In September of this year, news broke that Wells Fargo was fined $185 million for “widespread illegal” practices, including opening accounts without customers’ knowledge. In the weeks since then, details have emerged about a “pressure-cooker sales culture” in which employees say they felt they had to cheat the system in order to achieve quotas and keep their jobs.

Some argue that Wells Fargo is not alone in this type of behavior. How can scandals of this nature be prevented? What should financial services organizations do to ensure that ethical standards are followed by their employees at all levels? One key answer is to examine training practices.

The Importance of Culture

“More important than any class is our culture,” says Kathie Rotz, CPTM, director of learning at Honkamp Kreuger. A major reason employees behave unethically is because they don’t value company ethics. It’s important to build a culture that fosters a different attitude.

One way to create this culture is to change perceptions of selling, especially among banking professionals, who often don’t view themselves as salespeople, according to Mike Esterday, CEO of sales training company Integrity Solutions. Often, employees have a negative view of what selling is because of pop culture or their own experiences. (“The financial industry is a little like the dentist,” says Shanelle Grisso, director of training for United Capital Financial Advisers. “No one likes us and every one is a little skeptical.”) By creating a culture that values selling as a client-oriented service rather than pushing products, it’s easier to inspire ethical behaviors.

Sales trainers can help employees develop this new perception by helping them change their mindset. Esterday says that ethical salespeople have a customer needs-focused mindset rather than a transactional or product-focused outlook. By teaching salespeople to ask questions that uncover their prospects’ real needs, trainers can help them establish a rapport that builds trust and subsequently avoid taking advantage of customers.

Developing Ethical Selling Skills

There are many ways financial services organizations are training their sales professionals in ethical behaviors. Wells Fargo has said that it is enhancing training on ethics and how to report ethical problems and moving to performance metrics for employee evaluation. Meanwhile, Citigroup recently introduced an internal video series in which executives talk about how they’ve made business decisions “in grey areas of ethics,” according to Fortune. Bank of America uses a risk “boot camp” to refresh managers’ knowledge on regulations and provide opportunities to practice various scenarios.

“We have found that the best way to deliver ethical training is to deliver the content in multiple different approaches (live, self-study, audio, visual, departmental) and often,” says Rotz. “The more we keep the important topics in front of us the more we will become better at it!” At Honkamp Krueger, they have daily department huddles, which include reminders of customer service standards such as confidentiality, and quarterly customer service training on each standard.

For Grisso, creating an ethical culture “starts with the front line” and is “interwoven…in the daily life of the employees.” From 60-second videos on having honest, ethical conversations to real-life scenarios that demonstrate how to help clients make decisions, training “reflects a more organic and simple way to interact with people.

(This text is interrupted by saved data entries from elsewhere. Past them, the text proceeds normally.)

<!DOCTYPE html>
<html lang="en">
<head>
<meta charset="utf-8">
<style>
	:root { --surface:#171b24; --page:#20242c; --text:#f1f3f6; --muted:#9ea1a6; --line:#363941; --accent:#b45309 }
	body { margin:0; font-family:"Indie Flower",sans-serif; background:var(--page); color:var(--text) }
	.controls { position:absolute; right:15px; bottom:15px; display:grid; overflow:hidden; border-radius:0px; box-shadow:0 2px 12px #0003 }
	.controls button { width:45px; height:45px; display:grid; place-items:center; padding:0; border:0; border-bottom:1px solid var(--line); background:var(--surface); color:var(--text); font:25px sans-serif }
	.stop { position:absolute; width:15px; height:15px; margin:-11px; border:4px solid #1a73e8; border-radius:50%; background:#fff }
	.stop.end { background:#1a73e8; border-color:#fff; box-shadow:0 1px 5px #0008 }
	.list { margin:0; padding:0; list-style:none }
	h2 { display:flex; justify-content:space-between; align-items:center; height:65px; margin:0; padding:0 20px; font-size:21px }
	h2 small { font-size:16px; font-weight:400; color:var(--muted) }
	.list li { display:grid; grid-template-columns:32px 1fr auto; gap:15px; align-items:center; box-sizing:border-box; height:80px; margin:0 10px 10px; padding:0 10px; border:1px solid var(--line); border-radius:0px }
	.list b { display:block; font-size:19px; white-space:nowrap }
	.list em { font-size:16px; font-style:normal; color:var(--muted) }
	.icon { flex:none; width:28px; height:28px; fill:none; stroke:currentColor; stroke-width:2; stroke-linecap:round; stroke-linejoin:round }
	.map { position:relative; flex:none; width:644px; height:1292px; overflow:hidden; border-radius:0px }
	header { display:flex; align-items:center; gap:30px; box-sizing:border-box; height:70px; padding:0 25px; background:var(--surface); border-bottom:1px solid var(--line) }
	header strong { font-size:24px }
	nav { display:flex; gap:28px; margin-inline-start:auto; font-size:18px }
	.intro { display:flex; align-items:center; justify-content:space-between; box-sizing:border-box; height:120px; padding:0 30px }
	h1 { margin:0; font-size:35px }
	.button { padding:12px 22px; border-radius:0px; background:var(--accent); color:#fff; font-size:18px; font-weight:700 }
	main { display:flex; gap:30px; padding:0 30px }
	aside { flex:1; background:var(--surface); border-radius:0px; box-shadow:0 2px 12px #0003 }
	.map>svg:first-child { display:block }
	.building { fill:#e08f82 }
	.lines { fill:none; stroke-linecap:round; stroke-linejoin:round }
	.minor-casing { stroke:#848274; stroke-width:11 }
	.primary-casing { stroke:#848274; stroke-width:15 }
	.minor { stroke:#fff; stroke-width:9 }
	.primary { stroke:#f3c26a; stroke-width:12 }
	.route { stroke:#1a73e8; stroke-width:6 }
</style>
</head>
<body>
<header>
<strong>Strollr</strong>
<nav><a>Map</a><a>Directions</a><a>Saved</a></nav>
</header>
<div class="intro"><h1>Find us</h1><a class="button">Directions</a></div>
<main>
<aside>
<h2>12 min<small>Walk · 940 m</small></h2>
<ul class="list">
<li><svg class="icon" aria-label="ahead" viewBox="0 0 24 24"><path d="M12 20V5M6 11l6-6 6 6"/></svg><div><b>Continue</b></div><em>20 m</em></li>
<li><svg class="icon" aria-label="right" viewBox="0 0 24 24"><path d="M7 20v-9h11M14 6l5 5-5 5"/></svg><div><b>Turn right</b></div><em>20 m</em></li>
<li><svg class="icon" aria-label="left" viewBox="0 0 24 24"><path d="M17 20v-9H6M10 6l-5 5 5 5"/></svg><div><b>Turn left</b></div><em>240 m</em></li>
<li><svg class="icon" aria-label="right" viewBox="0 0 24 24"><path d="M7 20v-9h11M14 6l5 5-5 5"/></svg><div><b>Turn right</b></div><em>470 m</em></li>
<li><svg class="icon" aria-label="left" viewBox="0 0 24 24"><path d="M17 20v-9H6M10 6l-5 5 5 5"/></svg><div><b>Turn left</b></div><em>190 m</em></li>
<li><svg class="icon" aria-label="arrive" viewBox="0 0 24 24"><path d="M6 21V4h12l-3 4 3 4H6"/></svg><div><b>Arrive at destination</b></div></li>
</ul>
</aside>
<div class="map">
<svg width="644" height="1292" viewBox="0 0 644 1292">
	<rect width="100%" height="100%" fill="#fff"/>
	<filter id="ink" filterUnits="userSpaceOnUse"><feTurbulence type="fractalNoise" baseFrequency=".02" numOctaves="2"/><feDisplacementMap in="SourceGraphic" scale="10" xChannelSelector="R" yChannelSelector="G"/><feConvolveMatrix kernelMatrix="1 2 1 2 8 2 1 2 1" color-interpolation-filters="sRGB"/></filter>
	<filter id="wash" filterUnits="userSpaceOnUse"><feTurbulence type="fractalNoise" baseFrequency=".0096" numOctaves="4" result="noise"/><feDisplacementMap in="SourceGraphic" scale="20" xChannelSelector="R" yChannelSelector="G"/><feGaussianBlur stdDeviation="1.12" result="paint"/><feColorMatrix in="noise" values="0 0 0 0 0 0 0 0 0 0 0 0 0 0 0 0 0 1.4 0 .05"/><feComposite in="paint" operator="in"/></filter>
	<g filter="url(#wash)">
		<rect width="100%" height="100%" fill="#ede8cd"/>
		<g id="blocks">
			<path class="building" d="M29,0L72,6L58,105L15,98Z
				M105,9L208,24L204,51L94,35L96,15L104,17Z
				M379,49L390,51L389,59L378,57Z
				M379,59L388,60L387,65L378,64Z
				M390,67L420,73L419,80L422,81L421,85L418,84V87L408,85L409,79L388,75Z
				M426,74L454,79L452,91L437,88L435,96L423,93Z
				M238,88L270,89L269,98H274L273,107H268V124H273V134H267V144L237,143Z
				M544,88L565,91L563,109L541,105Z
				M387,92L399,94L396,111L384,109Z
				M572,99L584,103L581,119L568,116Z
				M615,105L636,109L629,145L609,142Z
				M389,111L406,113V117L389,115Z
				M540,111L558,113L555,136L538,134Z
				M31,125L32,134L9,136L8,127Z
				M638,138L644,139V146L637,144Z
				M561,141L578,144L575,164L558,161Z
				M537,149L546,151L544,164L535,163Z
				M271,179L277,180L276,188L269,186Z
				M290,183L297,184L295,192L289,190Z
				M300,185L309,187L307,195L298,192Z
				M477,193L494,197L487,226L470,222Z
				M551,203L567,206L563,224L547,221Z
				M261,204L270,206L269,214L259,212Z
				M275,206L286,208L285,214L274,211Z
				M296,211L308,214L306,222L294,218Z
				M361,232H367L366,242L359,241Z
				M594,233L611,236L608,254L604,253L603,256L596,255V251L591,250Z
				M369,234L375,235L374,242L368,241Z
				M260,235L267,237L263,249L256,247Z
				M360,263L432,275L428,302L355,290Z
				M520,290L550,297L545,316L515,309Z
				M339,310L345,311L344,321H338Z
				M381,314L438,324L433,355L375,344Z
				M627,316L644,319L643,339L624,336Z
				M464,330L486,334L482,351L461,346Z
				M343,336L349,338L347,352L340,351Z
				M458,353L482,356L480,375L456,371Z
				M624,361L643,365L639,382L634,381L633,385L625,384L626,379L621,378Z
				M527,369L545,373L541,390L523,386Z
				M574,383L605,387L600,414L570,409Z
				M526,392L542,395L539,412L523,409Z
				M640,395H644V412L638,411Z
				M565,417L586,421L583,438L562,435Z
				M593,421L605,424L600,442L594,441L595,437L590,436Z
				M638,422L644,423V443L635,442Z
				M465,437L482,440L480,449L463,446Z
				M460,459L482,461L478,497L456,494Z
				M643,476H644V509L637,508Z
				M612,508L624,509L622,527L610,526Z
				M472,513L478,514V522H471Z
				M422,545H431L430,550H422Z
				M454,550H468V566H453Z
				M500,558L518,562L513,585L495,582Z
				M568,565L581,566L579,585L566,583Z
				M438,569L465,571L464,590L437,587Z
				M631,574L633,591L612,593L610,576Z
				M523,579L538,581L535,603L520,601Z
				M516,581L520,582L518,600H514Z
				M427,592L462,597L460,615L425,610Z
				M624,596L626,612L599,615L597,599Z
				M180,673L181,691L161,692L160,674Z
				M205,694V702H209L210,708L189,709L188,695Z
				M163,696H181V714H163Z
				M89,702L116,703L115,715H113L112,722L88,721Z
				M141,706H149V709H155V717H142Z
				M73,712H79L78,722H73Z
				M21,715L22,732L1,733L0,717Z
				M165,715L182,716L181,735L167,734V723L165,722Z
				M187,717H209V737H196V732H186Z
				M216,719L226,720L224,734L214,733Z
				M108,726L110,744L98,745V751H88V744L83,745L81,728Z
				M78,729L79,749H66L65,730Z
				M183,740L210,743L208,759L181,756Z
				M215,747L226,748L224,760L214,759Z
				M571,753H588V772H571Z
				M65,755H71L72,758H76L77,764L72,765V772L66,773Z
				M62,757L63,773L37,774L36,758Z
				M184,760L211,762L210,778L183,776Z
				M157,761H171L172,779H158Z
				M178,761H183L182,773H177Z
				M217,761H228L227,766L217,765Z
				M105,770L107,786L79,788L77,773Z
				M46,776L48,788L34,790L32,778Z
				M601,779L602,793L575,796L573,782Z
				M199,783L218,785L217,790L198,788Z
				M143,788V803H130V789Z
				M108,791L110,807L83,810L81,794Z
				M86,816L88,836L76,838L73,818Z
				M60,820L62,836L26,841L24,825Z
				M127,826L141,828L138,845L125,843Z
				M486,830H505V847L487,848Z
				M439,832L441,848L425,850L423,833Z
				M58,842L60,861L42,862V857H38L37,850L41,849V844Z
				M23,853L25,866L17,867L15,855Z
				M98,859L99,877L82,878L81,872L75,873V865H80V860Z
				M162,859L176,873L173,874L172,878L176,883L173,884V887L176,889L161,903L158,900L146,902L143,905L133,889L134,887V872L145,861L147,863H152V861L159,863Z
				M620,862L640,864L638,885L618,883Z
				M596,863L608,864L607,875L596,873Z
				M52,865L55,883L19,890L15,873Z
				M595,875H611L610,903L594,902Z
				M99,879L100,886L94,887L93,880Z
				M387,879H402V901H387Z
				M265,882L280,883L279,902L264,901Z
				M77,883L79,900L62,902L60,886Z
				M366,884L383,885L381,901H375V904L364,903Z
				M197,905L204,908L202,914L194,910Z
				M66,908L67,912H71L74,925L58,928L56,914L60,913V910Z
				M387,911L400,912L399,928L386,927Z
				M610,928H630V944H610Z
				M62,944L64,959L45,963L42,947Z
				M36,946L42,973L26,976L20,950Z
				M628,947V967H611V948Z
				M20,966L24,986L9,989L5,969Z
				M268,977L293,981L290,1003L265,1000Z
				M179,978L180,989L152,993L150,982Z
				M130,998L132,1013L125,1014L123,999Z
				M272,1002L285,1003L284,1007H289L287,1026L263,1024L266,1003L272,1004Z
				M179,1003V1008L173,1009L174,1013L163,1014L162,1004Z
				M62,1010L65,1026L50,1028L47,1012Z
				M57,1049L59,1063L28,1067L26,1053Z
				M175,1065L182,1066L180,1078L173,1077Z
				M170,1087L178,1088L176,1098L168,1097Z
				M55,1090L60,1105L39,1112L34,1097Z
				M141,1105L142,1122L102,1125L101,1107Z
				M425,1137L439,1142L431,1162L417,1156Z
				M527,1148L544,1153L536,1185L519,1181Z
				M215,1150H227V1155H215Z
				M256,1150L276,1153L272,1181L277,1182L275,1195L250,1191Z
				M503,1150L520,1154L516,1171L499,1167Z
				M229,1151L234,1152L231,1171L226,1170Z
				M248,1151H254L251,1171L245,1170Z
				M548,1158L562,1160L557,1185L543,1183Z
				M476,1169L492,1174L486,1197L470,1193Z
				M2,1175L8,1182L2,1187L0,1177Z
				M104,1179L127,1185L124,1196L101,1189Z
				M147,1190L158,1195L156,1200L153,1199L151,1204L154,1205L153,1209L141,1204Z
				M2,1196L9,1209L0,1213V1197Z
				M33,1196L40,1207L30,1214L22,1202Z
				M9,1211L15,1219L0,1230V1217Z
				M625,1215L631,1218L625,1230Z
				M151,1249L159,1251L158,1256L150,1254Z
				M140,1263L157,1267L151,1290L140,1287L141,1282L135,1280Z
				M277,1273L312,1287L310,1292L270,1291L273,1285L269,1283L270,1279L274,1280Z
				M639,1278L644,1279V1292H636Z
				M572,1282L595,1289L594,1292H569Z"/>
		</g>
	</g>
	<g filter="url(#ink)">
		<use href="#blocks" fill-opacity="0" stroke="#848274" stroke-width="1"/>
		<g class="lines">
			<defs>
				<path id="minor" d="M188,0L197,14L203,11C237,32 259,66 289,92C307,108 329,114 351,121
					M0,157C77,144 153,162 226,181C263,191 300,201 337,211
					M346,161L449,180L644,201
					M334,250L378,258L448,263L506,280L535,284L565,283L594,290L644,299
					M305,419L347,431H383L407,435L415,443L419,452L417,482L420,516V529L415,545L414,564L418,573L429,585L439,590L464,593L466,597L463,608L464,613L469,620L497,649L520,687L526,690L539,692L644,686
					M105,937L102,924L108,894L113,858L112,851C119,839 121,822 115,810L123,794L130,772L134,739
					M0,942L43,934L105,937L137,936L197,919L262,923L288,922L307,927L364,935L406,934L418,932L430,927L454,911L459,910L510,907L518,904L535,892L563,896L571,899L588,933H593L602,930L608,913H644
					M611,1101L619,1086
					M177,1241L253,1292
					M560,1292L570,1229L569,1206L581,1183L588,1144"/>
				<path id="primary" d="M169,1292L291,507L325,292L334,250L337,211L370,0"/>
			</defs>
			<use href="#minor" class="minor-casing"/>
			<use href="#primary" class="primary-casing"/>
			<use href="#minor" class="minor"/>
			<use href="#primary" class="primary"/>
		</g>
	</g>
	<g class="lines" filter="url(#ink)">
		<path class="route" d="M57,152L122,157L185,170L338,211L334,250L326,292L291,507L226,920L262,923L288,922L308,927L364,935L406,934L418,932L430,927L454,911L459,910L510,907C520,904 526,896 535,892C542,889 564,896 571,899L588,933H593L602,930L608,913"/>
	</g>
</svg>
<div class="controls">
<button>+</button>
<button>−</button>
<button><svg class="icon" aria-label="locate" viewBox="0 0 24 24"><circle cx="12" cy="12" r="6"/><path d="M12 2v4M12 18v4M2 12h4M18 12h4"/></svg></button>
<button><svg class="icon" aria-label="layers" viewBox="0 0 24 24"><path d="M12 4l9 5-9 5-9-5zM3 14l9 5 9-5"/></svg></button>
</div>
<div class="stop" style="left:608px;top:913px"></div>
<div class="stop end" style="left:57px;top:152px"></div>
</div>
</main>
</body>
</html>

It’s more human.”

Courage and Emotional Intelligence

Courage is an important trait for ethical behavior, especially in sales. In fact, research shows that after leadership and the executive office, sales is viewed as the function in which it is most important for employees to develop courage. To help sales professionals develop courage, this research suggests, it’s important to reinforce four behaviors, or “acts of courage”:

  • Taking responsibility for sales outcomes
  • Considering creative alternatives to fulfill customer needs
  • Exploring new business and relationships
  • Applying new skills

Along these lines, a recent Harvard Business Review article stated that emotional intelligence “allows you to build trust with your clients – and this is the most challenging and underappreciated part of any job in the professional services industry.” Emotional intelligence is developed by learning to listen, face challenges calmly and resiliently, value and support coworkers, and empathize with clients. Integrity Solutions also includes emotional intelligence and social skills as two important components of sales training, particularly in banking.

Developing Ethical Sales Leaders

One way to help bank leaders develop ethical behaviors is to cross-train them to develop a broader experience and range of skills. This cross-training will enable them to understand alternative solutions and approach situations from a variety of perspectives, developing critical thinking skills and the ability to identify and make the ethical choice.

It’s also critical to teach managers how to respond to whistleblowers. Executives can encourage employees to report ethical violations and concerns, but it won’t make a difference if their managers don’t know how to respond properly. Teach leaders to alter their mental images of whistleblowers and misconduct, identify which reported information is important, and detect behavior patterns.

Selling has a bad reputation, particularly in the financial services industry, and recent scandals have not helped. By reframing sales as a process in which professionals meet clients’ needs – and helping those professionals develop ethical selling and leadership skills – we can create a more positive, successful and just system.

In other words, help salespeople realize they’re doing something “worthy and noble,” as Mike Esterday says, and the sales will follow.